### What is being asked
What lines in the records below mention "none"? List them all.

(Stored data entries)
-------------------------

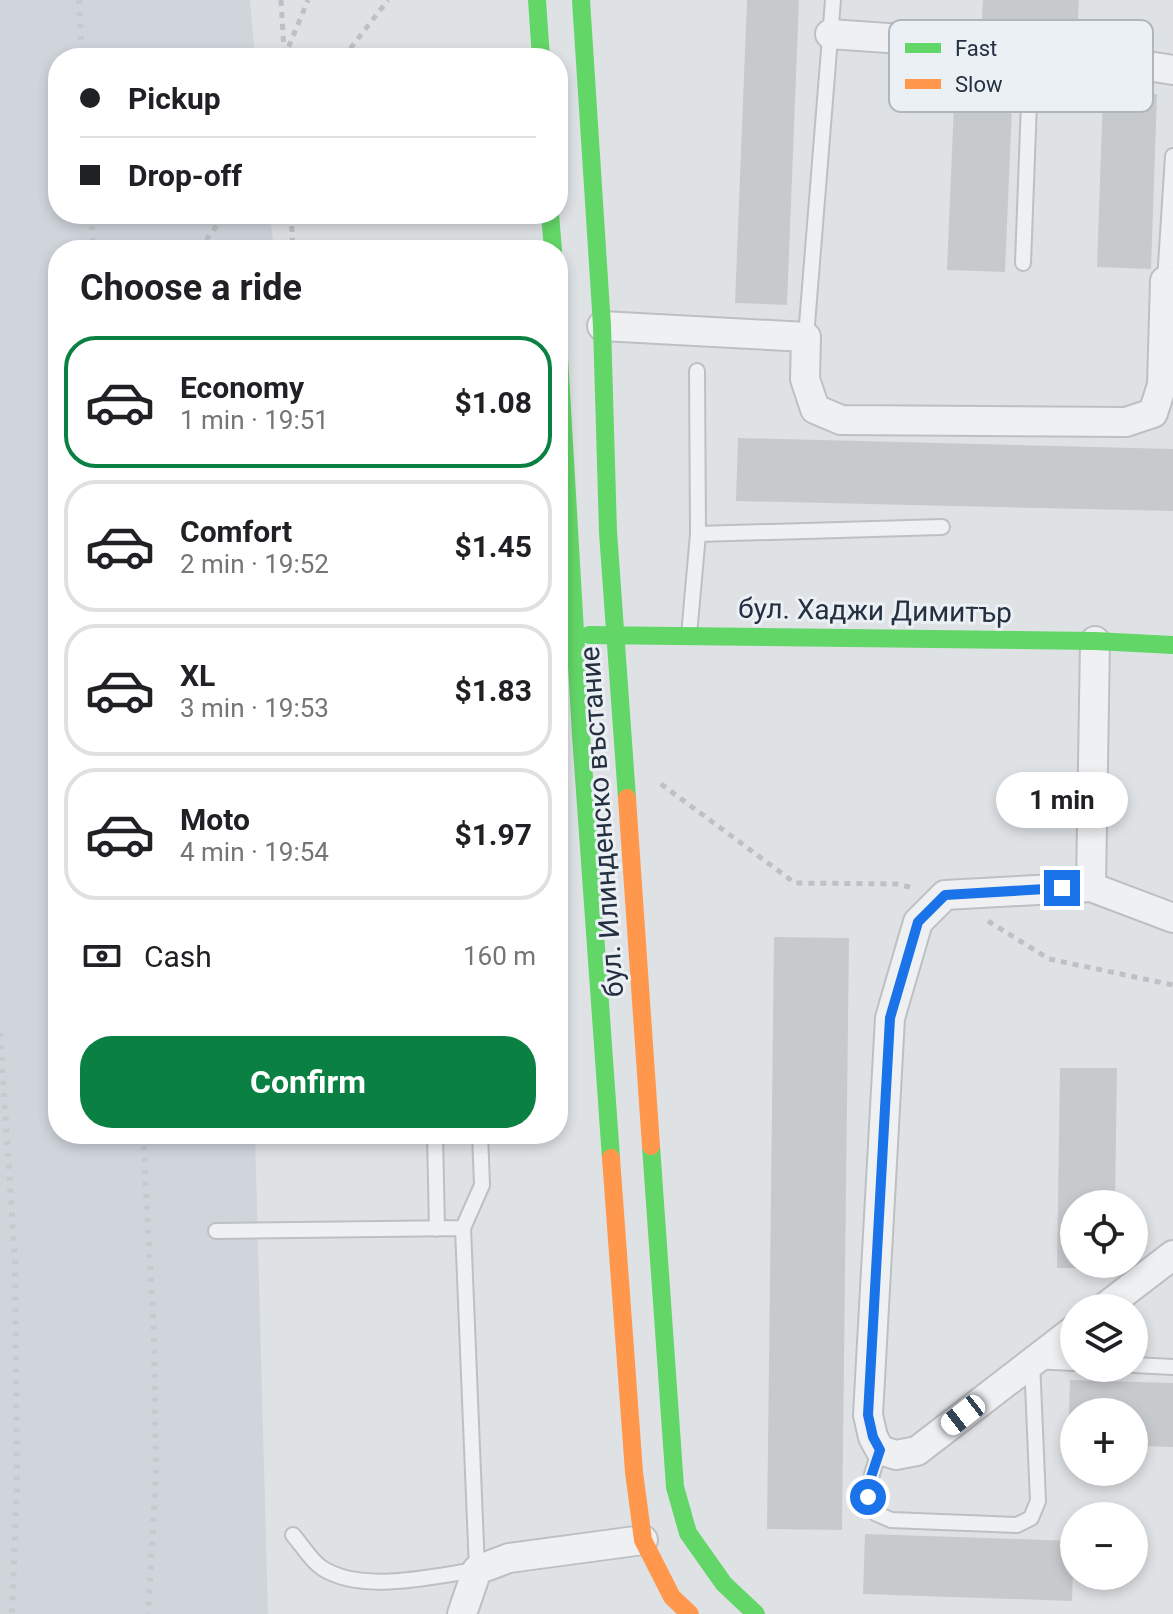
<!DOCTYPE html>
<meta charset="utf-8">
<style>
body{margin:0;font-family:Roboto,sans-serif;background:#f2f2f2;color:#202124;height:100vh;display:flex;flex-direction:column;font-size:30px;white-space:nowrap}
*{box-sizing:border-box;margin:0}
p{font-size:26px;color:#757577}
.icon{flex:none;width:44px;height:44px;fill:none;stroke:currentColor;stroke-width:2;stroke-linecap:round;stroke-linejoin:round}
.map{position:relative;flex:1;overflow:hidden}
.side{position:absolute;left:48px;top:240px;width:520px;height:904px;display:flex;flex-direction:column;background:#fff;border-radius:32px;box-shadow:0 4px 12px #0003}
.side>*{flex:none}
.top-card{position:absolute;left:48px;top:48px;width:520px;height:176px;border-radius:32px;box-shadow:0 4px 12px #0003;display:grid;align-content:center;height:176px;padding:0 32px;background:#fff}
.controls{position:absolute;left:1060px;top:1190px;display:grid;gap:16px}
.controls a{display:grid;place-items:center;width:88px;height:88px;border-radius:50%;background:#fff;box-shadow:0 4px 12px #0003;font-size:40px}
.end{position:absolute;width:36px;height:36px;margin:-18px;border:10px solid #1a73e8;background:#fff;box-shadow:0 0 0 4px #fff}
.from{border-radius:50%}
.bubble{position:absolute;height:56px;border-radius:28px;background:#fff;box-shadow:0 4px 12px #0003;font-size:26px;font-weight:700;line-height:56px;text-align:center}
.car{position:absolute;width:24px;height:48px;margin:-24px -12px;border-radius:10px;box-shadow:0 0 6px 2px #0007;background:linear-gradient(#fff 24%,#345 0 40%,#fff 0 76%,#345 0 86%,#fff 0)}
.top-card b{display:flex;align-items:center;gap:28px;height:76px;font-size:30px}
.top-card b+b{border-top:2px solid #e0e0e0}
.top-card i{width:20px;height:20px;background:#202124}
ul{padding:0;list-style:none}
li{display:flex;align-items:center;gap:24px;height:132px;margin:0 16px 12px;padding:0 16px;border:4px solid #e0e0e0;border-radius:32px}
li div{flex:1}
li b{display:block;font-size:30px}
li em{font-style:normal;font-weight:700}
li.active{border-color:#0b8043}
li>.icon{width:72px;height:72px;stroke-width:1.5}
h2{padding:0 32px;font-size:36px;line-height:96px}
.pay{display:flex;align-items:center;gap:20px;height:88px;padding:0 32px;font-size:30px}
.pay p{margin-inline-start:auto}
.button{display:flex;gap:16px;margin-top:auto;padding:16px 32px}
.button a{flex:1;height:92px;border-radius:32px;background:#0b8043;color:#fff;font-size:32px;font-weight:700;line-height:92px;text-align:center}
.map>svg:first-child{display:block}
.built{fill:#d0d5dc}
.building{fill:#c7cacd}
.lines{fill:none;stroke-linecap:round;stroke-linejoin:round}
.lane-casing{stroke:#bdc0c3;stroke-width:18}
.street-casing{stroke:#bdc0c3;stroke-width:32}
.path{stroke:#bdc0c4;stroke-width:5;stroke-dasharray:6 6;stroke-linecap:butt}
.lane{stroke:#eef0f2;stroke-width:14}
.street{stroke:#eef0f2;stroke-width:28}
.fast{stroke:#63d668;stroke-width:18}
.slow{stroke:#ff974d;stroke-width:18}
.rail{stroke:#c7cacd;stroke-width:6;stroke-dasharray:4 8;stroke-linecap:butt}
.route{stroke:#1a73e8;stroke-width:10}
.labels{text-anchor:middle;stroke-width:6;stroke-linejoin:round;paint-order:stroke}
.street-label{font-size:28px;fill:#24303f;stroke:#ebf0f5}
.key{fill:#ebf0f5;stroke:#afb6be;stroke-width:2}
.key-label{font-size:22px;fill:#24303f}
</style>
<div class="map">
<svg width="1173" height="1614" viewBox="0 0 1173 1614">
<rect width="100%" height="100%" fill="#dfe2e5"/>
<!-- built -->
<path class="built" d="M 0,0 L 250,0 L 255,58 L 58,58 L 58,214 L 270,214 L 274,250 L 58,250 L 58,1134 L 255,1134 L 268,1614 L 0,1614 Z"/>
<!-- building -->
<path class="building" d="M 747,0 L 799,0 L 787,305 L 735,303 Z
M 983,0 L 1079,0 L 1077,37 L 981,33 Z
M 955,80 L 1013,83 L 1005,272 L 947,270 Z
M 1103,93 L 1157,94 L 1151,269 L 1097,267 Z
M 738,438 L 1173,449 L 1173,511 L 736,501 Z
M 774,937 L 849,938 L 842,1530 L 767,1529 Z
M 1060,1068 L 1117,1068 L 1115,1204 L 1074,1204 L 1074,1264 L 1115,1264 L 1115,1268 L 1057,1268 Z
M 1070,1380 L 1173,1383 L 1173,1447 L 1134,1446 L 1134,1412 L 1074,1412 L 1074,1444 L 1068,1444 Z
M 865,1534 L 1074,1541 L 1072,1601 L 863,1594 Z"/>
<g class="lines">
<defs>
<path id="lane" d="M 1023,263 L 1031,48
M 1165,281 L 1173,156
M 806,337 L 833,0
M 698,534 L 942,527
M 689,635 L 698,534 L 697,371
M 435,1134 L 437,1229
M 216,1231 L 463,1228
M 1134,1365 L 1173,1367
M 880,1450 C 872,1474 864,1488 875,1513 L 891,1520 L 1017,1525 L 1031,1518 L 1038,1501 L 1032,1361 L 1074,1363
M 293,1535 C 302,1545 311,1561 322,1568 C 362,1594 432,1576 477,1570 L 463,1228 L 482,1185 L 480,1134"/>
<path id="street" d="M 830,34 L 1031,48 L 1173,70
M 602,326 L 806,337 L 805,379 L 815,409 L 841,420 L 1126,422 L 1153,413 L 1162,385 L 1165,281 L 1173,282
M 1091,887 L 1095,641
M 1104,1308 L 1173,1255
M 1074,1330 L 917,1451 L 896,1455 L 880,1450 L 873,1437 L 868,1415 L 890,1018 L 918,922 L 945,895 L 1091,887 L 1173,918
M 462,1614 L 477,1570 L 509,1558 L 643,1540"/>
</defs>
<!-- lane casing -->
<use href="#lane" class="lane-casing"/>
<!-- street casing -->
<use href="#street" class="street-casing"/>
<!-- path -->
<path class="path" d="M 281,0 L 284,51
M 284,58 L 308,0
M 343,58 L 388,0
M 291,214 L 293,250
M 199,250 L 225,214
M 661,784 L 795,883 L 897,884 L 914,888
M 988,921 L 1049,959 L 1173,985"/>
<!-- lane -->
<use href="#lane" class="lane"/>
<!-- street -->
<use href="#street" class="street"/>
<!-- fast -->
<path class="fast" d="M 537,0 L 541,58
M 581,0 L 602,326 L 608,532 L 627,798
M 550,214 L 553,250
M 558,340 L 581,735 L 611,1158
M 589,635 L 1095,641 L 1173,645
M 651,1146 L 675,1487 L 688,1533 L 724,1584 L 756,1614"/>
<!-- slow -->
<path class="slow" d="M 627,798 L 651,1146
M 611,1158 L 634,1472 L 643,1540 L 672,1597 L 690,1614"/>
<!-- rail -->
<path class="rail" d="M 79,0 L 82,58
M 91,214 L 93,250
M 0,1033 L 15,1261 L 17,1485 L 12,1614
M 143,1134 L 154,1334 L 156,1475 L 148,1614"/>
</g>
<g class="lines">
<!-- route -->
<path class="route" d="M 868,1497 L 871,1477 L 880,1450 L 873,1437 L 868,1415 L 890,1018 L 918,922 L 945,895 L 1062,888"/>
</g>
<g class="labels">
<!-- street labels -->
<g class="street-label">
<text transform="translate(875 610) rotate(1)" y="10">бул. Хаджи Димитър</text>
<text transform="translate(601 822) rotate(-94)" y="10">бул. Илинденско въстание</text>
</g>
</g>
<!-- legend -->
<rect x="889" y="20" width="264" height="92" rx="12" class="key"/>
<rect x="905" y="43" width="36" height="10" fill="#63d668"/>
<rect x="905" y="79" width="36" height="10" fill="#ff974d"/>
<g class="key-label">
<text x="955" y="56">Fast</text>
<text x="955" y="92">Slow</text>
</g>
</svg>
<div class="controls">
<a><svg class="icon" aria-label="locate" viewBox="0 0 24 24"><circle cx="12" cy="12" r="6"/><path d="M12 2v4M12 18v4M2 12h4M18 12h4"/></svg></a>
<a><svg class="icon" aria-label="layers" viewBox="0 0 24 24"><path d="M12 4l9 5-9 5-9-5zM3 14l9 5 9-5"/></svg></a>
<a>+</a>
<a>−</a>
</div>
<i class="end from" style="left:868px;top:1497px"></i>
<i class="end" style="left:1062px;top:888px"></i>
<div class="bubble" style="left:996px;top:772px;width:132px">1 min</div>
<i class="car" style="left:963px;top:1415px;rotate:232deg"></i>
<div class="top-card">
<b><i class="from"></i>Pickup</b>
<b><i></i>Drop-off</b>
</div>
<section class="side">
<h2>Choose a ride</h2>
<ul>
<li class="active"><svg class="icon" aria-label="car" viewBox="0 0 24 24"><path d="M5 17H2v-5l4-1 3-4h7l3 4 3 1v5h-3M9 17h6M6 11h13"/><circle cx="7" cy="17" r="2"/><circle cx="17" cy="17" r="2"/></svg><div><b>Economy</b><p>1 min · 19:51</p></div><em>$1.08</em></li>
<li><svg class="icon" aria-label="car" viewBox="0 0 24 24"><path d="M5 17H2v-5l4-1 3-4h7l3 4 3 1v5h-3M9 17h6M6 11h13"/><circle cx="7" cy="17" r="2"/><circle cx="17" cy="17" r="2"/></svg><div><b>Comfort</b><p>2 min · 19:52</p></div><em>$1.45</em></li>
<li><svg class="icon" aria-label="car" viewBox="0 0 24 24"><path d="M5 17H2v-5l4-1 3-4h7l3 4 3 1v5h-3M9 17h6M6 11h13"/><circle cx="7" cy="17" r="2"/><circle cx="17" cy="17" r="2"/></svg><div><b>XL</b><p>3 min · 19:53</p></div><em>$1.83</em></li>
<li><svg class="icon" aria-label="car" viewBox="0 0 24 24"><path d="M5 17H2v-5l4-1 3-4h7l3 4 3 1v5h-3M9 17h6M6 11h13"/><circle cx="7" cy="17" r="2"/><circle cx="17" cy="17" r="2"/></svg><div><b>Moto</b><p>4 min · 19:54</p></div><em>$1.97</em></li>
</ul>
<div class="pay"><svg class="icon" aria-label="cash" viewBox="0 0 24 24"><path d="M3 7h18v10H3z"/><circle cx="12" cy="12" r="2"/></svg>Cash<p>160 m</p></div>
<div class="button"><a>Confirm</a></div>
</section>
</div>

-------------------------

### Solved exercise
.icon{flex:none;width:44px;height:44px;fill:none;stroke:currentColor;stroke-width:2;stroke-linecap:round;stroke-linejoin:round}
.side>*{flex:none}
ul{padding:0;list-style:none}
.lines{fill:none;stroke-linecap:round;stroke-linejoin:round}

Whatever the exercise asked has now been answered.